<<<<
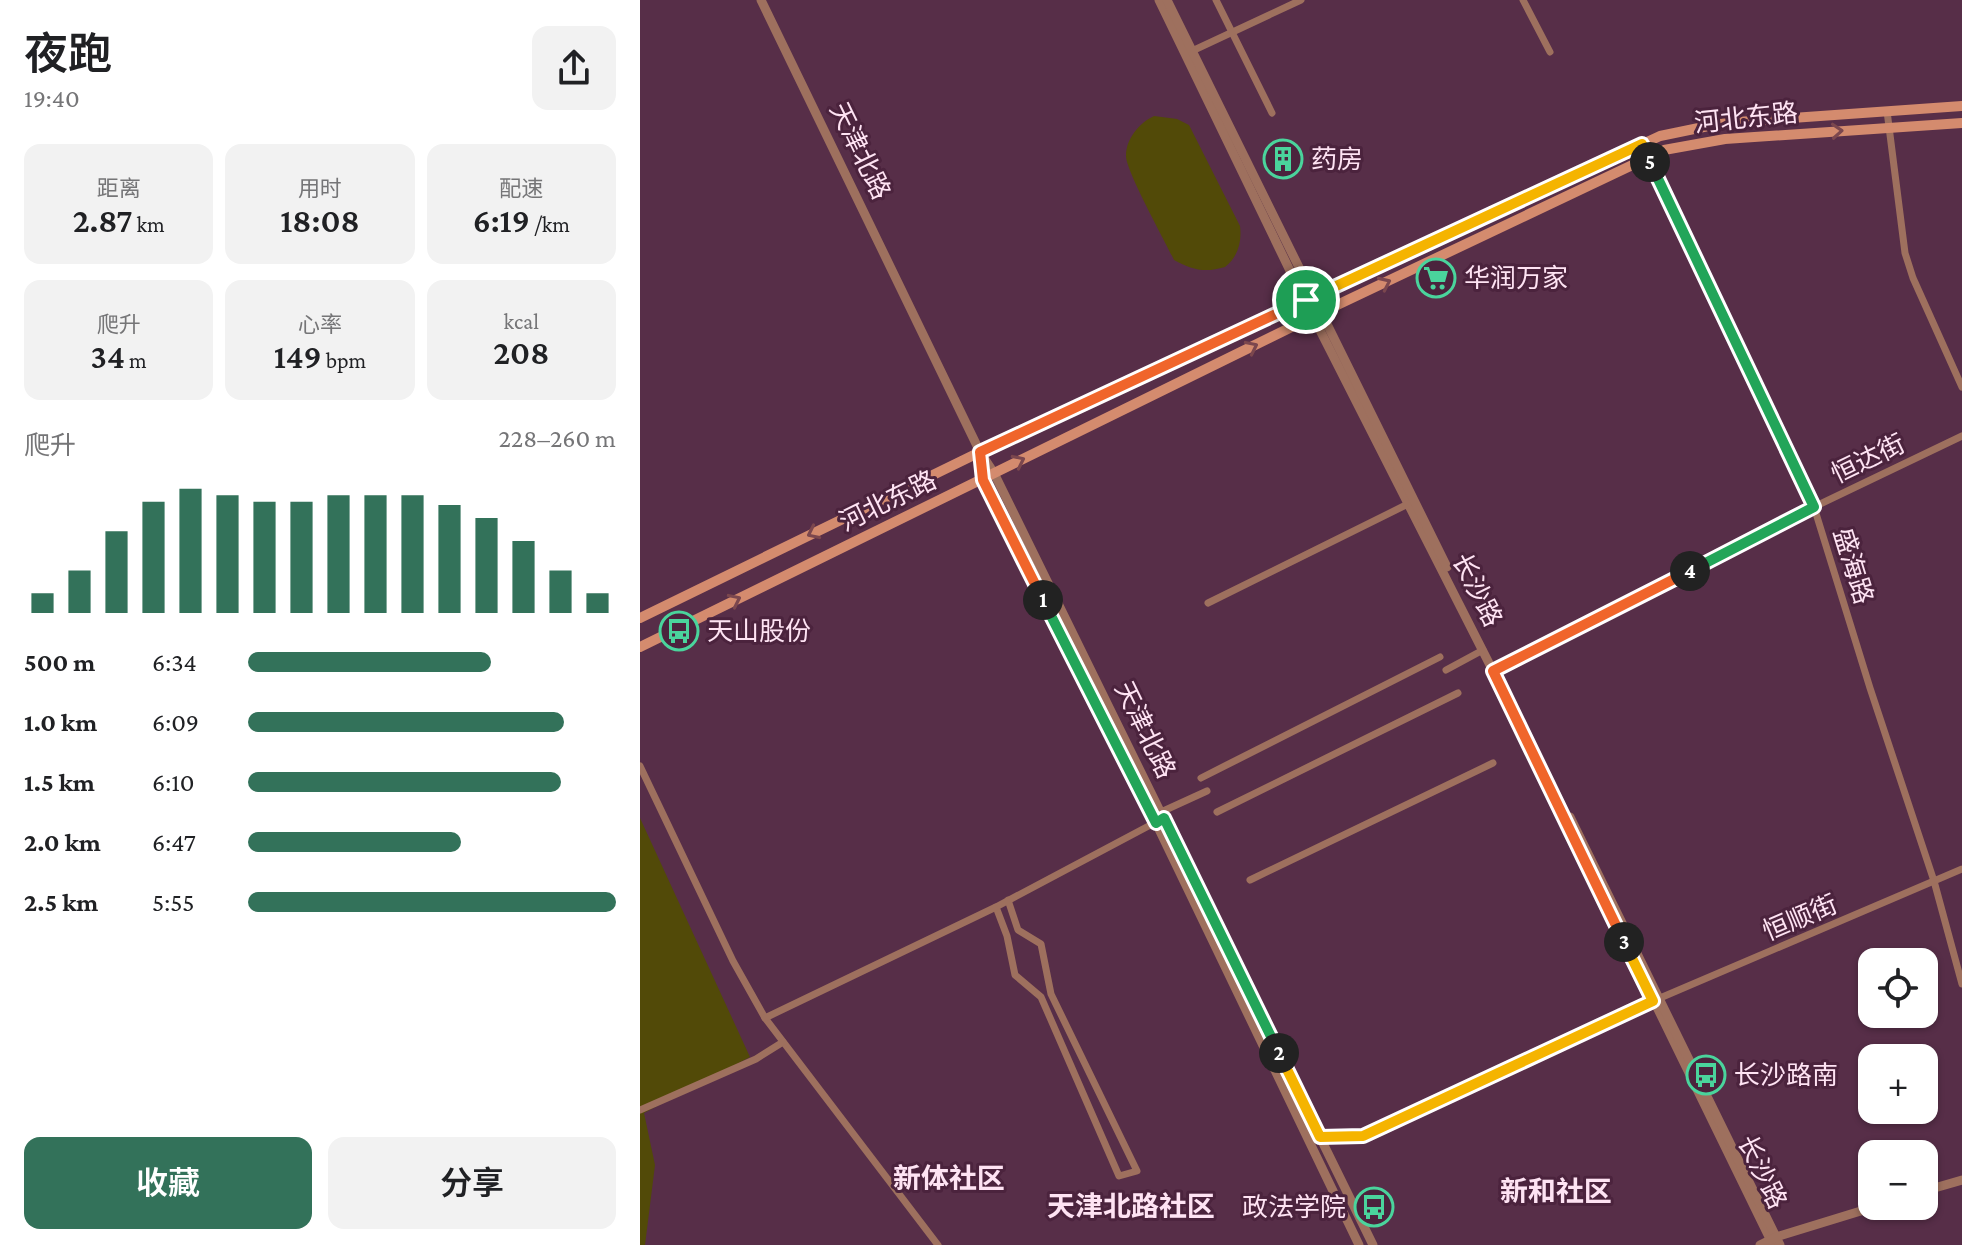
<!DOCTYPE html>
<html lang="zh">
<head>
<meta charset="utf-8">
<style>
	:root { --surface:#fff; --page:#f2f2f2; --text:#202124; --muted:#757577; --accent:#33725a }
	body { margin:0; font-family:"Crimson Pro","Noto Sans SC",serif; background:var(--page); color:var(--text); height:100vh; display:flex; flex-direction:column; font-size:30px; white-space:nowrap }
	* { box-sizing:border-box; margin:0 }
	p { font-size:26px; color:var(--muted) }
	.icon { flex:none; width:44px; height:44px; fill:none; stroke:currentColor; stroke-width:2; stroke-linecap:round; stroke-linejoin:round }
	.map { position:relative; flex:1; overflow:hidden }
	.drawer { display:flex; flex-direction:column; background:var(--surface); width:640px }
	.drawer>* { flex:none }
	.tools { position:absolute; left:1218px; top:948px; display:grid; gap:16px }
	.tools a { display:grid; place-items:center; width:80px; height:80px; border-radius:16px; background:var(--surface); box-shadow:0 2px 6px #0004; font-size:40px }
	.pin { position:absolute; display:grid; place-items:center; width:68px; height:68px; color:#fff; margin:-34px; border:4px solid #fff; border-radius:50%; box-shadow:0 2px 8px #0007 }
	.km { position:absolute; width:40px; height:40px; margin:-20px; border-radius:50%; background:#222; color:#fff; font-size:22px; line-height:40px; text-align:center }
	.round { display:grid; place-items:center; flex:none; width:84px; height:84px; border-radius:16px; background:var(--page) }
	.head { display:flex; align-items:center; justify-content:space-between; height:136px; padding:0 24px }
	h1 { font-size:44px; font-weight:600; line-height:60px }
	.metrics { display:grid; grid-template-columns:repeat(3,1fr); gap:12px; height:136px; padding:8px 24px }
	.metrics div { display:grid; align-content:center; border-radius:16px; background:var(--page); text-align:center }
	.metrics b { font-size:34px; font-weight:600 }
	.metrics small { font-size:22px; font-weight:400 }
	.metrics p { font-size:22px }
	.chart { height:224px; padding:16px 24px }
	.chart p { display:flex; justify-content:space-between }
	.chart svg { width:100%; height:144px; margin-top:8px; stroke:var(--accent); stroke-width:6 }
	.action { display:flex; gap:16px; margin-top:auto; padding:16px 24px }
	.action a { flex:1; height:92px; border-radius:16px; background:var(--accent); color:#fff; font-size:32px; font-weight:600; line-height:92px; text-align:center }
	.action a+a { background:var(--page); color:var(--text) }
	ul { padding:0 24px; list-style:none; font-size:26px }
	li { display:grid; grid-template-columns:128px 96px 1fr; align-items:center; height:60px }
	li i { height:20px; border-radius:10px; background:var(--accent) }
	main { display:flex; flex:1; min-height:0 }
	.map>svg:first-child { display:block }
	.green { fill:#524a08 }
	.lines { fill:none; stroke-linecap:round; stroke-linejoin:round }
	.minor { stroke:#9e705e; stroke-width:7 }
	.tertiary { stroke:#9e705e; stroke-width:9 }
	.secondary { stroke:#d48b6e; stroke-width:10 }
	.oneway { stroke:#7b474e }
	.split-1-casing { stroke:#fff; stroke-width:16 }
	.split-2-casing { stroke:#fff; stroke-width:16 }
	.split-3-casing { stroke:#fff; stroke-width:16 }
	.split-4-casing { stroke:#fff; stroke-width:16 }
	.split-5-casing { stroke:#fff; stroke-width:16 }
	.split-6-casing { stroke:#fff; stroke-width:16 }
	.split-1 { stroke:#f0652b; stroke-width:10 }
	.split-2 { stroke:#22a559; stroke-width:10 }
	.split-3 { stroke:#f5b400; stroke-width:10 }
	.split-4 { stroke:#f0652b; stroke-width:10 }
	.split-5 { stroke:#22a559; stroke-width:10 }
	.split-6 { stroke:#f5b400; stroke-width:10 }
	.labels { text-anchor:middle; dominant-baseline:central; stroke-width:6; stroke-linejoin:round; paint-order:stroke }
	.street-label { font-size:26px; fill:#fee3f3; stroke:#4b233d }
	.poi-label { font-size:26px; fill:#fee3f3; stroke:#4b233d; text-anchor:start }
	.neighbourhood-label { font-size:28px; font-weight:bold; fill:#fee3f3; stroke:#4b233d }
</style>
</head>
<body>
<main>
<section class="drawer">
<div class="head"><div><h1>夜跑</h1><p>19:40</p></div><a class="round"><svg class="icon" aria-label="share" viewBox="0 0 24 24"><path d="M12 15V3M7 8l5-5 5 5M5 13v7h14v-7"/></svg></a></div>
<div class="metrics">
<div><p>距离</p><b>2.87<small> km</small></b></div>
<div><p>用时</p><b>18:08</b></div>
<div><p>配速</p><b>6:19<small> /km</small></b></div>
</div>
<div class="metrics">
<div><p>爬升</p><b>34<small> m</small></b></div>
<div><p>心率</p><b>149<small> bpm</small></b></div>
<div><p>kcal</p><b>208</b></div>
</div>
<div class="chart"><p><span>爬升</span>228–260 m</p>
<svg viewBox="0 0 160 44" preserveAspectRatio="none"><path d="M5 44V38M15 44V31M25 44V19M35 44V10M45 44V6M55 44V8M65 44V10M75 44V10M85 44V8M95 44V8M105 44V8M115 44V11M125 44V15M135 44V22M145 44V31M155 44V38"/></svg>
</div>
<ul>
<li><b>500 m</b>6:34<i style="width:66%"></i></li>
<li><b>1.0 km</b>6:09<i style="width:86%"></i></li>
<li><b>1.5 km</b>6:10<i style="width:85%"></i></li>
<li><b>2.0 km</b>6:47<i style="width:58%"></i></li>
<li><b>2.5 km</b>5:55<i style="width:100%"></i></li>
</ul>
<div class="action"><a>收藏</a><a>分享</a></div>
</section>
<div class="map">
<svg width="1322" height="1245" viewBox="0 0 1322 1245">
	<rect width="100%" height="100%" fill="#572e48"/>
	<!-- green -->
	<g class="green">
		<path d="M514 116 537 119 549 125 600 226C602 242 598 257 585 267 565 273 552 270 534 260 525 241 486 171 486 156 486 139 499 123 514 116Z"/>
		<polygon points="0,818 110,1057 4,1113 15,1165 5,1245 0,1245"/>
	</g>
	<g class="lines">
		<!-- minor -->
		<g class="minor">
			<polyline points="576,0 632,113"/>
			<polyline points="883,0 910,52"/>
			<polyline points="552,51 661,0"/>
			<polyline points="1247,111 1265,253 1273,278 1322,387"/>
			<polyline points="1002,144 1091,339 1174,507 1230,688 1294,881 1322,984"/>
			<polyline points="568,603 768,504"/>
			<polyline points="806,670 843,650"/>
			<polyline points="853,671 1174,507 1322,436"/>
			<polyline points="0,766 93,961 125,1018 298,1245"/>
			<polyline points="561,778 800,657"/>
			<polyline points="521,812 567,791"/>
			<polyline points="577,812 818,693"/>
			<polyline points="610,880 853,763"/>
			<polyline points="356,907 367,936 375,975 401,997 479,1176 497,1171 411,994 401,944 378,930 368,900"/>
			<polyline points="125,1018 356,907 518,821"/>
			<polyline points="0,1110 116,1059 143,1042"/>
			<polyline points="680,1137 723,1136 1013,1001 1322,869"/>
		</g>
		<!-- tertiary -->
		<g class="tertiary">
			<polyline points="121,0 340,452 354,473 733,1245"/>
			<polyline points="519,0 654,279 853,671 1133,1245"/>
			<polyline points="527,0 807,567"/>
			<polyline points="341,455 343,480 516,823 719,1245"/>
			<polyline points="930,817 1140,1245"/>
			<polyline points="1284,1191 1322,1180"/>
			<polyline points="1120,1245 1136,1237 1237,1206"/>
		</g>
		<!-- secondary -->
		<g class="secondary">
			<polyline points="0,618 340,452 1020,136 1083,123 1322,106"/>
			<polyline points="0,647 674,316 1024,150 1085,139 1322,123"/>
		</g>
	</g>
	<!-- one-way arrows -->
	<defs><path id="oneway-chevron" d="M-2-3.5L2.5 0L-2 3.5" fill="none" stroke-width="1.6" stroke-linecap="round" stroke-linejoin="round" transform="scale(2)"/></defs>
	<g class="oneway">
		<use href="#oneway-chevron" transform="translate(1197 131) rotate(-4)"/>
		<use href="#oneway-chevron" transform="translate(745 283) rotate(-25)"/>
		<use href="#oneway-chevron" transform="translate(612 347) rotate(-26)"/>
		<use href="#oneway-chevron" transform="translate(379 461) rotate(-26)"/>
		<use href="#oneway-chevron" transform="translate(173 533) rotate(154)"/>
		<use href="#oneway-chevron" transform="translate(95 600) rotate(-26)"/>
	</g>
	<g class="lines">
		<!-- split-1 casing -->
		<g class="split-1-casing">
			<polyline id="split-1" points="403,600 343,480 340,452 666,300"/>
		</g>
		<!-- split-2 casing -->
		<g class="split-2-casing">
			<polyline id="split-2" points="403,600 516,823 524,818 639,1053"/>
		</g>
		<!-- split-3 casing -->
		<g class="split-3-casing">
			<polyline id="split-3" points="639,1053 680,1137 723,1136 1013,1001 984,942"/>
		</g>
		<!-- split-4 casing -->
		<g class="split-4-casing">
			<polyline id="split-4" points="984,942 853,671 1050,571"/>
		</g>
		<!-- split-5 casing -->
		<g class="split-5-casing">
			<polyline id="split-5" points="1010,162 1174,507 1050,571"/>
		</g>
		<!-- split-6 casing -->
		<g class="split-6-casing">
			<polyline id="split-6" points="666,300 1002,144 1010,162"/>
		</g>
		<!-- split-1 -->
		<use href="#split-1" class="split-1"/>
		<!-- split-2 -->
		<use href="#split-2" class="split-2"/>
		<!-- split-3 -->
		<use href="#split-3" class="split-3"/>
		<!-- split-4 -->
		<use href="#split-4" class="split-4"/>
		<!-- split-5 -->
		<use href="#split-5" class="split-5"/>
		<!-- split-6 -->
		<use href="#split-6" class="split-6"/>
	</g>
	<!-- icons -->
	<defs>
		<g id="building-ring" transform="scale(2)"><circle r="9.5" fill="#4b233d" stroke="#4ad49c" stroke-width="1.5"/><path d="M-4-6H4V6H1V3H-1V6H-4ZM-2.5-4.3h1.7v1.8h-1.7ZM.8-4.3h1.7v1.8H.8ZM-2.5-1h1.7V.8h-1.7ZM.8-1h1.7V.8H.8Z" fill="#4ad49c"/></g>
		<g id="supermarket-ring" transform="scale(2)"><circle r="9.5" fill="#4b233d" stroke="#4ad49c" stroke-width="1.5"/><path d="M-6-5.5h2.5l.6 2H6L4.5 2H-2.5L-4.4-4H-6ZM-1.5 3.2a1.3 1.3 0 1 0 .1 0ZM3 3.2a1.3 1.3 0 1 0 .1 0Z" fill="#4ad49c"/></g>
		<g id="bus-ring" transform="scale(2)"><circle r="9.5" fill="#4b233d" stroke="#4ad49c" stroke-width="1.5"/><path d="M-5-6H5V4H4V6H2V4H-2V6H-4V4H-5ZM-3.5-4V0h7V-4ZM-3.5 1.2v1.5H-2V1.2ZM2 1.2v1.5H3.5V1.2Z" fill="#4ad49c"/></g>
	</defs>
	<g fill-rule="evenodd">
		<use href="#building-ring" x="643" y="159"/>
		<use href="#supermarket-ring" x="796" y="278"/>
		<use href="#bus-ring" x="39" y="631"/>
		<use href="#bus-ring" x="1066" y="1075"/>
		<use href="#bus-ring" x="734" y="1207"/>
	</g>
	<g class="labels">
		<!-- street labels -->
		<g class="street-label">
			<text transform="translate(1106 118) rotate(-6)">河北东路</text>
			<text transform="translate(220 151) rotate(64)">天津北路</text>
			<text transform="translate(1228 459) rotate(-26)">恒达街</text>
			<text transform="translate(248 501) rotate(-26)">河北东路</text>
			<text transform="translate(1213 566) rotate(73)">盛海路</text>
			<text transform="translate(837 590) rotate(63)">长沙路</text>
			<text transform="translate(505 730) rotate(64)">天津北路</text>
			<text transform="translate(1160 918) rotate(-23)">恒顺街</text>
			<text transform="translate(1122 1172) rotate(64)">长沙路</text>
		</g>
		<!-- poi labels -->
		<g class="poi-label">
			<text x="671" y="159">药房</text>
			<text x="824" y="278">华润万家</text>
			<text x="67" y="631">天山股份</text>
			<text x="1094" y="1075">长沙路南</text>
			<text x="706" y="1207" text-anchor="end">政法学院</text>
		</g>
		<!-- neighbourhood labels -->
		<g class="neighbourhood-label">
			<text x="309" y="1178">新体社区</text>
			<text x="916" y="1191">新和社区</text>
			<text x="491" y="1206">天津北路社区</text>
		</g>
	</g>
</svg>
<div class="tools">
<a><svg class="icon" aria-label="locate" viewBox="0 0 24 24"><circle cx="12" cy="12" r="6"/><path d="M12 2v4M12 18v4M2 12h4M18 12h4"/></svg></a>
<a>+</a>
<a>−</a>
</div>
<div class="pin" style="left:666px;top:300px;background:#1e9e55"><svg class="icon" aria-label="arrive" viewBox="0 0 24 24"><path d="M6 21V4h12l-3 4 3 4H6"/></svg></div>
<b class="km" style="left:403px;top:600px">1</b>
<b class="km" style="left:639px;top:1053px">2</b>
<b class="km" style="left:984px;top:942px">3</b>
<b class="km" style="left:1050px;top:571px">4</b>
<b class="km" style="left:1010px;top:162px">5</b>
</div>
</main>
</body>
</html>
>>>>
* _WHAT THE TASK ASKS_
Whenever the word "tools" occurs in a line of the records, that line counts toward the total; state the total only.

* _TASK RESPONSE_
3